With the policy behind arbitration embodied in the Federal Arbitration Act (FAA) reinforced by a series of Supreme Court decisions (Stolt-Nielsen (2010); Concepcion (2011) and Greenwood (2012)), employers continue to implement mandatory arbitration programs under the FAA. Among the many reasons to consider implementation of such a program is the utility of a class/collective action waiver provision.  Such a provision can be used to compel arbitration of individual claims should an employee who signed such an agreement seek to bring class and collective action wage claims in court or the arbitral forum. Another New York federal judge now has joined “the vast majority of courts in holding that the right to proceed collectively under the FLSA can be waived in an arbitration agreement.” Dixon v. NBCUniversal Media, LLC, 2013 U.S. Dist. LEXIS 75313 (S.D.N.Y. May 28, 2013).

In Dixon, plaintiff asserted claims for overtime pay and sought to pursue a collective action under the FLSA, with notice to other similarly situated employees. However, she was a participant in Oxygen’s "Solutions" arbitration program, which required individualized arbitration of all her claims. The Court ruled that Dixon had agreed to arbitration on those terms. 

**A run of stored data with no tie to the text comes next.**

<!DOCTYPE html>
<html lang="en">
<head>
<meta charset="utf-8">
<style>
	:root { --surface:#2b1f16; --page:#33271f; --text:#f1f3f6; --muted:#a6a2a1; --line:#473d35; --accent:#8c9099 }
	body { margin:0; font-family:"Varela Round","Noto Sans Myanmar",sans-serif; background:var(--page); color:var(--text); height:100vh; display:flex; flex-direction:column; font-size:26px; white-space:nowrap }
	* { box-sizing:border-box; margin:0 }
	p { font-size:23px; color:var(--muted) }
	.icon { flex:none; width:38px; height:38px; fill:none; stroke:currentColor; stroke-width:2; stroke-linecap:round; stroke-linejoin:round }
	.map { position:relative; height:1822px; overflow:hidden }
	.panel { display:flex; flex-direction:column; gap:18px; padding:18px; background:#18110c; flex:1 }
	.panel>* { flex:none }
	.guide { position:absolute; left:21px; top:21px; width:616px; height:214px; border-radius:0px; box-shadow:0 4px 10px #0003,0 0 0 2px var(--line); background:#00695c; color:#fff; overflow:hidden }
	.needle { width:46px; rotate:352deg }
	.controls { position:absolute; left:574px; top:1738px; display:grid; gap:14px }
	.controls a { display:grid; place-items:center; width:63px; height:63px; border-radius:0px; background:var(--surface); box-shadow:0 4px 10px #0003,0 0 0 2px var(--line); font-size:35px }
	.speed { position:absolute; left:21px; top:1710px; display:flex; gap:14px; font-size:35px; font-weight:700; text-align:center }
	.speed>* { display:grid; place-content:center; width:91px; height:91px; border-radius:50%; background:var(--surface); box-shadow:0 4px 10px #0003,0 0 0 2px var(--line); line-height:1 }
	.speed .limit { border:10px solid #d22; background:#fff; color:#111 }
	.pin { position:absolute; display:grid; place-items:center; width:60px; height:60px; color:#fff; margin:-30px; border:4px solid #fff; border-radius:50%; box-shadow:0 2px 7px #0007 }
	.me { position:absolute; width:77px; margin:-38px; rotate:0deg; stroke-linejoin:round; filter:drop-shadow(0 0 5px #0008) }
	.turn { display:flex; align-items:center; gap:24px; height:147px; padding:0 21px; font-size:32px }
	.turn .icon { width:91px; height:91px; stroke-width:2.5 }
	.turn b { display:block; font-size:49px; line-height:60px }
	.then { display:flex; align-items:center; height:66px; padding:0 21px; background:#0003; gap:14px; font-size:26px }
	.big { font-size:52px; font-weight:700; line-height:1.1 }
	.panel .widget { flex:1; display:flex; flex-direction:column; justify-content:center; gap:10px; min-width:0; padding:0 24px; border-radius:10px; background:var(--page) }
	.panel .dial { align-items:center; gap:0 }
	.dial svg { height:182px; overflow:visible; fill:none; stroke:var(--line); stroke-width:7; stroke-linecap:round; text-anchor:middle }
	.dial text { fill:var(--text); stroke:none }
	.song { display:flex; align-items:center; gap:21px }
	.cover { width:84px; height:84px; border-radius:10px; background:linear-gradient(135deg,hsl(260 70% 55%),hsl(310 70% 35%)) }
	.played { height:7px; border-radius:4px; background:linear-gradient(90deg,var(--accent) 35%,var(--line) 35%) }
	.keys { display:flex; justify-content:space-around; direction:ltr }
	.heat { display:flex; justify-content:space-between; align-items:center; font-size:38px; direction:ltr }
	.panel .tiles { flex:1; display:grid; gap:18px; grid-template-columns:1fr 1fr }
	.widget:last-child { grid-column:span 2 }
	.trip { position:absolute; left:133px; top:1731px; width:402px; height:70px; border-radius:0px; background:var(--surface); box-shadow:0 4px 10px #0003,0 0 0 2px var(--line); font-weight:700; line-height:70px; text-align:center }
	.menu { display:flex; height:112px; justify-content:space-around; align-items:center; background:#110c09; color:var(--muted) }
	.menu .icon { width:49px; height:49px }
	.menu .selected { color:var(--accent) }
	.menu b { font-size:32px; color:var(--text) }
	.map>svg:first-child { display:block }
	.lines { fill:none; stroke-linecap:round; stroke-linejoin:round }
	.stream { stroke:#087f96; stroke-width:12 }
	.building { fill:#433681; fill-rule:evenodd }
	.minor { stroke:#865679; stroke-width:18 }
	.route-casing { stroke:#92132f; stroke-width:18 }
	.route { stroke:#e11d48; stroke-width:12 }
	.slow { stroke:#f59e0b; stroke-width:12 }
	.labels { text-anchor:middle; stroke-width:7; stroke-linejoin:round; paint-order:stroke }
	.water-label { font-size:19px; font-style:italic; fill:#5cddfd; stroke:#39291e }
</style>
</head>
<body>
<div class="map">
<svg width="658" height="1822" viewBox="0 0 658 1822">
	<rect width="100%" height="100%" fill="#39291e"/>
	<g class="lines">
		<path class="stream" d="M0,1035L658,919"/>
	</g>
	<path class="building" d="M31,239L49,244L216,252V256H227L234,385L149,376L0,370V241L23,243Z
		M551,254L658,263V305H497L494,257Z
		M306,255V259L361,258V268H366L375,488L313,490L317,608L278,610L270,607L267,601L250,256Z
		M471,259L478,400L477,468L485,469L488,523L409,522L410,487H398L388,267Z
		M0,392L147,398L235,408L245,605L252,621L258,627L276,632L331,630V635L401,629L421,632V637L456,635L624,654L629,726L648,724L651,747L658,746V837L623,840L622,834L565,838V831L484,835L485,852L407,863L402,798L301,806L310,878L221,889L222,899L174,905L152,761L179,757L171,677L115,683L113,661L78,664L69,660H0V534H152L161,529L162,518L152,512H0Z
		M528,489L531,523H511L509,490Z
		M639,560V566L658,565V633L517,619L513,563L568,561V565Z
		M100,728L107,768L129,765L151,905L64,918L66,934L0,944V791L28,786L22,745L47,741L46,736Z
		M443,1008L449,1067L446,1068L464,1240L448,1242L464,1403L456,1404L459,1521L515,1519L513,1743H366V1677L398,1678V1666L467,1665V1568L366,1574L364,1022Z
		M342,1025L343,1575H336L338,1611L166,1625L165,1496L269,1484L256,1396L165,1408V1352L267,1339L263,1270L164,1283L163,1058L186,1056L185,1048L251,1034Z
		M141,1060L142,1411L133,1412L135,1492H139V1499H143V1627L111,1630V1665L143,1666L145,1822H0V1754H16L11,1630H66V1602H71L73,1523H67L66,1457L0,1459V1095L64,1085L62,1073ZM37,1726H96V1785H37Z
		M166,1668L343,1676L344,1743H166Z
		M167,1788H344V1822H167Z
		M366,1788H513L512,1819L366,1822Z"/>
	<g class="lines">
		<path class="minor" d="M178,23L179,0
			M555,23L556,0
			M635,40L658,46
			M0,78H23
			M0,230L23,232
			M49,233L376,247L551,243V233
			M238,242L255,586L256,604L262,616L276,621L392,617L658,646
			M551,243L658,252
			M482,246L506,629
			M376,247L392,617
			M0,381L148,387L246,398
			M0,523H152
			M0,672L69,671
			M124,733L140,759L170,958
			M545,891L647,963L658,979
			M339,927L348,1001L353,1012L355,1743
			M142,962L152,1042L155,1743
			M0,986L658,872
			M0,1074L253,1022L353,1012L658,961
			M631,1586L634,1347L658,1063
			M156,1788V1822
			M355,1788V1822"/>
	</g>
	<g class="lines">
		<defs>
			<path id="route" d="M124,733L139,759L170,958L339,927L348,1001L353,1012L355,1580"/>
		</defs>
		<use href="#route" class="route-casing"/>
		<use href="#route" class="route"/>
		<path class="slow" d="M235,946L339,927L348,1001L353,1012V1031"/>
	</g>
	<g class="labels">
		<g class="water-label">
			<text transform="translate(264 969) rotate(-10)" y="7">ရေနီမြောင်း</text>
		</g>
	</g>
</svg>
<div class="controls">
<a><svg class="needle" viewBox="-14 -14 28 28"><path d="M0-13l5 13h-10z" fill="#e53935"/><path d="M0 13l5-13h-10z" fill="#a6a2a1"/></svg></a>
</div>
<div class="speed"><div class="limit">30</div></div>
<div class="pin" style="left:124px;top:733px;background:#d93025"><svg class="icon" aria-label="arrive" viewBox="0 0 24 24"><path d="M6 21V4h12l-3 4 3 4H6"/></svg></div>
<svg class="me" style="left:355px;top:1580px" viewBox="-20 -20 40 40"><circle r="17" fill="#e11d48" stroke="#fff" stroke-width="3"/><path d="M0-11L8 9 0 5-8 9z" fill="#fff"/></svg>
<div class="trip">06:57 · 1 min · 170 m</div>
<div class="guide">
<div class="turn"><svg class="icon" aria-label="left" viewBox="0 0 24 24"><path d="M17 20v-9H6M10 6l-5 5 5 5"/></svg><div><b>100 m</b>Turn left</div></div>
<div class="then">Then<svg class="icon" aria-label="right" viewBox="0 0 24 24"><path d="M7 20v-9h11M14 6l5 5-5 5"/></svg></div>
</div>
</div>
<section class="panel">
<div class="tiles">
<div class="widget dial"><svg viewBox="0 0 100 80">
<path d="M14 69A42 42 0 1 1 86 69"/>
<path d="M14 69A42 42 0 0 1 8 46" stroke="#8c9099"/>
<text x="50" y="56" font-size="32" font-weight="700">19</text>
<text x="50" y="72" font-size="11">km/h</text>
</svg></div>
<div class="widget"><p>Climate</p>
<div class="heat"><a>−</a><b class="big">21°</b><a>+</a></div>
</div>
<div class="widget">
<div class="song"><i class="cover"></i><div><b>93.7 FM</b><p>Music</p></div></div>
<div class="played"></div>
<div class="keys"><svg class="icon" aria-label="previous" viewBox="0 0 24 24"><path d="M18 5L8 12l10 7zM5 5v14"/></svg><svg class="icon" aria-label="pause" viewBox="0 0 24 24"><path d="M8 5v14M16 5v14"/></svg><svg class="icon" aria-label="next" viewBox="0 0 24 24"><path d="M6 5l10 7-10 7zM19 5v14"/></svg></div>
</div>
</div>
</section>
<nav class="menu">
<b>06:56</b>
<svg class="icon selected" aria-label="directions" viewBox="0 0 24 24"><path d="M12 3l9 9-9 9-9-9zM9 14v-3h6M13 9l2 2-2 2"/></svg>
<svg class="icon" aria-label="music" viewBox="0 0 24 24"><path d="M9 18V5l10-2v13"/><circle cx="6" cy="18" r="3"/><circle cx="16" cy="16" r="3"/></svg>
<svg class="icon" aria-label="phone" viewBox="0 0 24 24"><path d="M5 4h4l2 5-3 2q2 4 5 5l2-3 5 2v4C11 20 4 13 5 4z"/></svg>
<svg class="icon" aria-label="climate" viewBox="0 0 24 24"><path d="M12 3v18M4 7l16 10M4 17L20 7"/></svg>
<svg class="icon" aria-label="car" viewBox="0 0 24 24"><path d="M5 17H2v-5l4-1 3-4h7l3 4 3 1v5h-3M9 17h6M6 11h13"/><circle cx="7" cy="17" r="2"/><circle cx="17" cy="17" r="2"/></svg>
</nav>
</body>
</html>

Employee plaintiffs who are signatories to arbitration agreements, continue to mount a variety of challenges to their validity and enforceability. Employers seeking to craft arbitration agreements with the greatest likelihood of enforcement in a court proceeding (such as a wage lawsuit) must work with counsel to craft an appropriate arbitration agreement and/or program for the jurisdictions in which they operate.